Por que a igreja deve se envolver com as questões climáticas e socioambientais? Você acha que a igreja hoje está mais sensível ou engajada diante dos problemas que destroem da criação de Deus?
MC: A igreja, como parte integrante da sociedade humana, precisa estar ciente e precisa ser conhecedora dos grandes temas que afligem a humanidade (e o planeta), até como uma voz de esperança e ser a mão do cuidado de Deus para todos aqueles que sofrem diante das mudanças que afetam o planeta e a civilização (assumirmos o chamado de embaixadores). De forma geral, a igreja desconhece este tema e o nível de engajamento da igreja cristã é praticamente zero. A complexidade do mundo atual criou demandas diversas, que igreja tem tido dificuldade em estudar, compreender e se aprofundar. O cuidado da criação parece ser visto por muitas igrejas como um assunto muito periférico e sem nenhum tipo de importância para as muitas comunidades cristãs. Claro que existem pequenas ações espalhadas pelo mundo, mas elas não são suficientes para mudar a trajetória atual.
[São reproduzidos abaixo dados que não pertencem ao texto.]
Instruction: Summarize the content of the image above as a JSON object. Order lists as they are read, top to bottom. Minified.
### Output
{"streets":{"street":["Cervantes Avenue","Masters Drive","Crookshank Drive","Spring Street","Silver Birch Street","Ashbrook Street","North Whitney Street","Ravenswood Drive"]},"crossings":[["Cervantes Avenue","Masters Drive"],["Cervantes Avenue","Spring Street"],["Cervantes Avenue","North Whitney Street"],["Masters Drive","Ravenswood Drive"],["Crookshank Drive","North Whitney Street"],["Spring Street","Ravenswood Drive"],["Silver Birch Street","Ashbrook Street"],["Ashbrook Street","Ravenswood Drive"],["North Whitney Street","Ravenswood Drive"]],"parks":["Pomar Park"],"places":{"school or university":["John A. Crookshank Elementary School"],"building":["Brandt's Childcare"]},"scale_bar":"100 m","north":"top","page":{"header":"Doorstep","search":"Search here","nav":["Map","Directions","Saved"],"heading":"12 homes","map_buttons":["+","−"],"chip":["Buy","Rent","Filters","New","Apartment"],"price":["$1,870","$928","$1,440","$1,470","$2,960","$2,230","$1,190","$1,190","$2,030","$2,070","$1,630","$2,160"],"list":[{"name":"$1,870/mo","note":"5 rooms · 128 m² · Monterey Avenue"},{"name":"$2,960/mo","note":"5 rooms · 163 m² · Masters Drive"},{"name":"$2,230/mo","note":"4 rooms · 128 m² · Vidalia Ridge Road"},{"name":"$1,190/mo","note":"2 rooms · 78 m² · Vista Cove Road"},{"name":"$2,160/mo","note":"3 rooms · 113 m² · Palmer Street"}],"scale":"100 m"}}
Quais suas principais preocupações atuais quanto ao meio ambiente e ao clima? Como a igreja pode contribuir para encontrarmos soluções a esses desafios?
MC: Acredito que há duas grandes preocupações com as questões climáticas. Primeiro, como iremos adaptar nosso estilo de vida (economica, transportes, gestão publica, produção de energia, agricultura, etc…) a um clima que está se tornando muito mais hostil, complexo e instável. Segundo, como será “cuidar” das pessoas que serão altamente impactadas pelas mudanças climáticas (refugiados climáticos) – pessoas que precisaram sair de suas casas, cidades e países por causa de fenômenos do clima, que precisaram reconfigurar seu estilo de agricultura, moradia, sobrevivencia. E como iremos lidar com aspectos da falta de água e alimentos. A igreja pode contribuir muito no socorro e atendimento, tanto social como psicológico, para as pessoa que precisarão de cuidado e esperança, neste tempo tão complexo.
O que você falaria para um cristão que se preocupa com a mordomia ambiental? Como equilibrar devoção cristã e cuidado da criação?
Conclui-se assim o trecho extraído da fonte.